Pictures do not belong in the copy; retype the records below exactly.

(Supplied information)
* * *
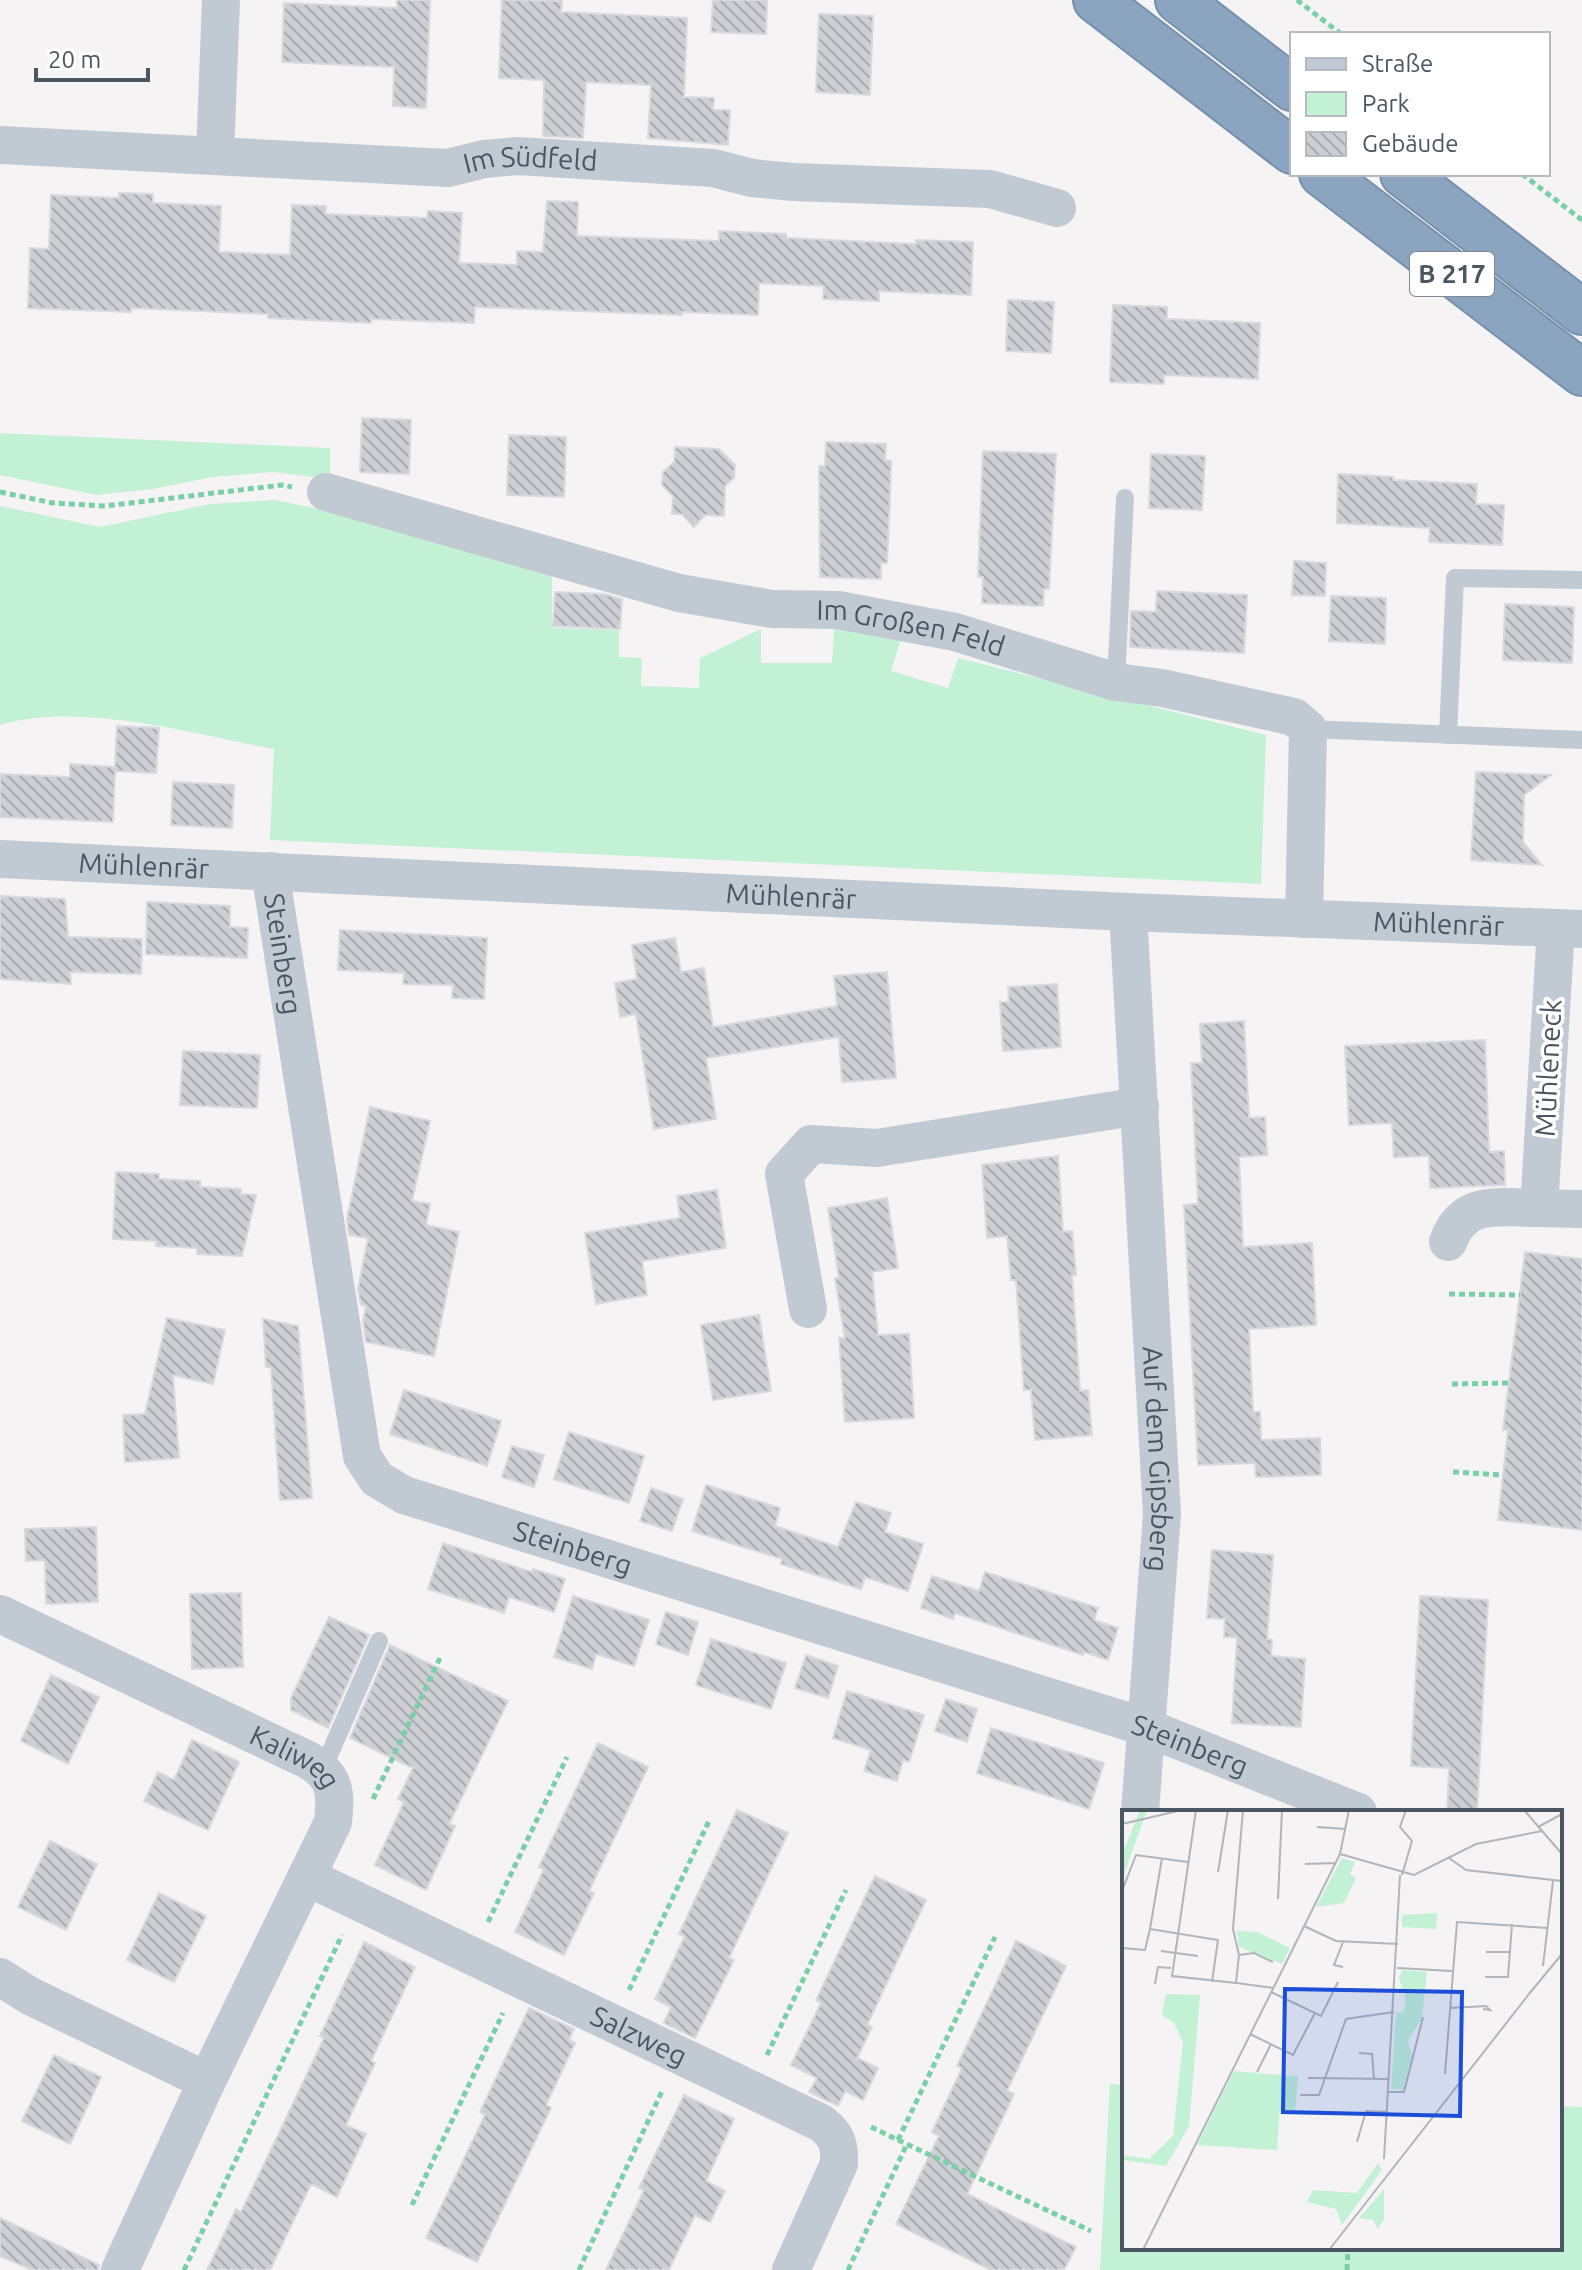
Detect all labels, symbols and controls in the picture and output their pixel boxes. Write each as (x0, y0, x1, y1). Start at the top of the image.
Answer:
scale bar (36, 32, 148, 82)
legend (1290, 32, 1550, 176)
text: 20 m (48, 46, 101, 73)
text: Straße (1362, 50, 1433, 77)
text: Park (1362, 90, 1410, 117)
text: Gebäude (1362, 130, 1459, 157)
street label: Im Südfeld (460, 140, 598, 179)
road number: B 217 (1410, 252, 1494, 296)
street label: Im Großen Feld (816, 594, 1009, 662)
street label: Mühlenrär (78, 847, 210, 884)
street label: Mühlenrär (725, 877, 858, 914)
street label: Steinberg (259, 891, 308, 1017)
street label: Mühlenrär (1373, 905, 1505, 941)
street label: Mühleneck (1528, 998, 1567, 1138)
street label: Auf dem Gipsberg (1138, 1345, 1178, 1573)
street label: Steinberg (510, 1514, 636, 1580)
street label: Steinberg (1128, 1708, 1253, 1782)
street label: Kaliweg (245, 1719, 347, 1794)
inset map (1122, 1810, 1562, 2250)
street label: Salzweg (586, 1999, 692, 2072)

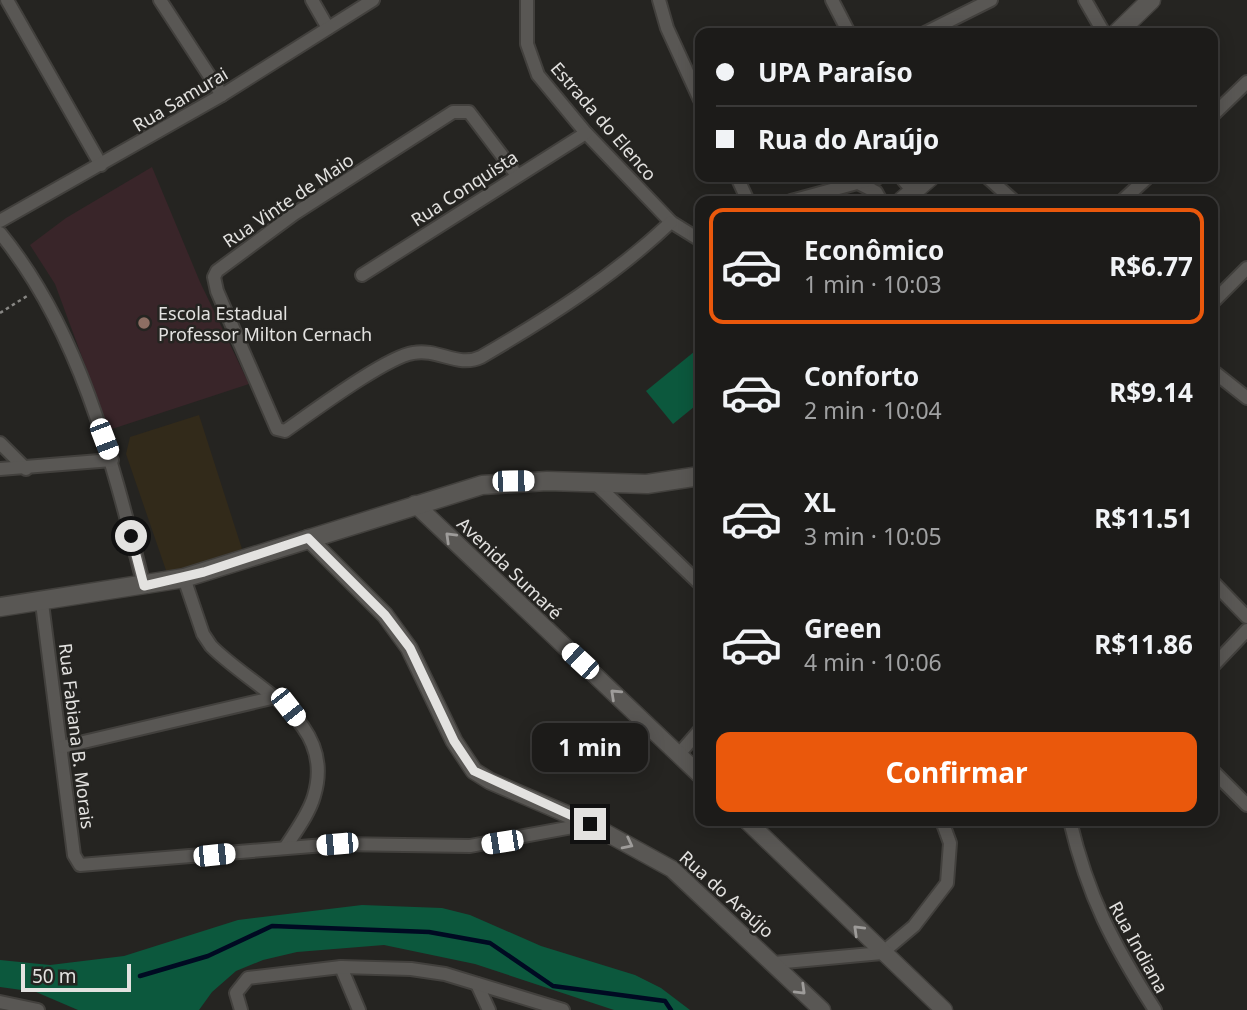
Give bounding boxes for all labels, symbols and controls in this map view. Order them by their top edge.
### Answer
text: UPA Paraíso [758,54,913,90]
street label: Estrada do Elenco [546,56,662,186]
street label: Rua Samurai [128,61,232,137]
text: Rua do Araújo [758,121,939,157]
street label: Rua Conquista [406,145,522,231]
street label: Rua Vinte de Maio [218,147,358,253]
text: Econômico [804,232,944,268]
icon: car [720,235,783,298]
text: R$6.77 [1109,248,1193,284]
text: 1 min · 10:03 [804,268,942,300]
place label: Escola Estadual Professor Milton Cernach [158,301,372,346]
marker: Escola Estadual Professor Milton Cernach [136,315,152,331]
text: Conforto [804,358,919,394]
icon: car [720,361,783,424]
text: R$9.14 [1109,374,1193,410]
text: 2 min · 10:04 [804,394,942,426]
car [87,416,122,462]
car [492,470,535,492]
text: XL [804,484,836,520]
icon: car [720,487,783,550]
text: R$11.51 [1094,500,1193,536]
street label: Avenida Sumaré [452,512,568,624]
route start [115,520,147,552]
text: 3 min · 10:05 [804,520,942,552]
one-way arrow [445,533,458,546]
text: Green [804,610,882,646]
icon: car [720,613,783,676]
text: R$11.86 [1094,626,1193,662]
car [558,639,603,683]
street label: Rua Fabiana B. Morais [54,642,100,830]
text: 4 min · 10:06 [804,646,942,678]
car [267,684,310,730]
one-way arrow [610,690,623,703]
callout: 1 min [532,722,648,772]
text: 1 min [558,731,622,763]
button: Confirmar [716,732,1197,812]
route end [574,808,606,840]
car [480,828,525,856]
car [316,832,359,856]
one-way arrow [621,835,633,849]
car [193,842,236,868]
street label: Rua do Araújo [675,845,779,943]
street label: Rua Indiana [1104,897,1174,997]
one-way arrow [854,925,867,938]
scale bar [21,961,131,993]
text: 50 m [32,963,76,989]
one-way arrow [793,981,806,994]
* * *
(Task result)
Detect all labels, symbols and controls in the picture and output their pixel boxes. Write each as (x0, y0, x1, y1). Start at the top of the image.
Answer:
scale bar (36, 32, 148, 82)
legend (1290, 32, 1550, 176)
text: 20 m (48, 46, 101, 73)
text: Straße (1362, 50, 1433, 77)
text: Park (1362, 90, 1410, 117)
text: Gebäude (1362, 130, 1459, 157)
street label: Im Südfeld (460, 140, 598, 179)
road number: B 217 (1410, 252, 1494, 296)
street label: Im Großen Feld (816, 594, 1009, 662)
street label: Mühlenrär (78, 847, 210, 884)
street label: Mühlenrär (725, 877, 858, 914)
street label: Steinberg (259, 891, 308, 1017)
street label: Mühlenrär (1373, 905, 1505, 941)
street label: Mühleneck (1528, 998, 1567, 1138)
street label: Auf dem Gipsberg (1138, 1345, 1178, 1573)
street label: Steinberg (510, 1514, 636, 1580)
street label: Steinberg (1128, 1708, 1253, 1782)
street label: Kaliweg (245, 1719, 347, 1794)
inset map (1122, 1810, 1562, 2250)
street label: Salzweg (586, 1999, 692, 2072)

Give bounding boxes for all labels, symbols and controls in this map view. Order them by their top edge.
### Answer
text: UPA Paraíso [758,54,913,90]
street label: Estrada do Elenco [546,56,662,186]
street label: Rua Samurai [128,61,232,137]
text: Rua do Araújo [758,121,939,157]
street label: Rua Conquista [406,145,522,231]
street label: Rua Vinte de Maio [218,147,358,253]
text: Econômico [804,232,944,268]
icon: car [720,235,783,298]
text: R$6.77 [1109,248,1193,284]
text: 1 min · 10:03 [804,268,942,300]
place label: Escola Estadual Professor Milton Cernach [158,301,372,346]
marker: Escola Estadual Professor Milton Cernach [136,315,152,331]
text: Conforto [804,358,919,394]
icon: car [720,361,783,424]
text: R$9.14 [1109,374,1193,410]
text: 2 min · 10:04 [804,394,942,426]
car [87,416,122,462]
car [492,470,535,492]
text: XL [804,484,836,520]
icon: car [720,487,783,550]
text: R$11.51 [1094,500,1193,536]
street label: Avenida Sumaré [452,512,568,624]
route start [115,520,147,552]
text: 3 min · 10:05 [804,520,942,552]
one-way arrow [445,533,458,546]
text: Green [804,610,882,646]
icon: car [720,613,783,676]
text: R$11.86 [1094,626,1193,662]
car [558,639,603,683]
street label: Rua Fabiana B. Morais [54,642,100,830]
text: 4 min · 10:06 [804,646,942,678]
car [267,684,310,730]
one-way arrow [610,690,623,703]
callout: 1 min [532,722,648,772]
text: 1 min [558,731,622,763]
button: Confirmar [716,732,1197,812]
route end [574,808,606,840]
car [480,828,525,856]
car [316,832,359,856]
one-way arrow [621,835,633,849]
car [193,842,236,868]
street label: Rua do Araújo [675,845,779,943]
street label: Rua Indiana [1104,897,1174,997]
one-way arrow [854,925,867,938]
scale bar [21,961,131,993]
text: 50 m [32,963,76,989]
one-way arrow [793,981,806,994]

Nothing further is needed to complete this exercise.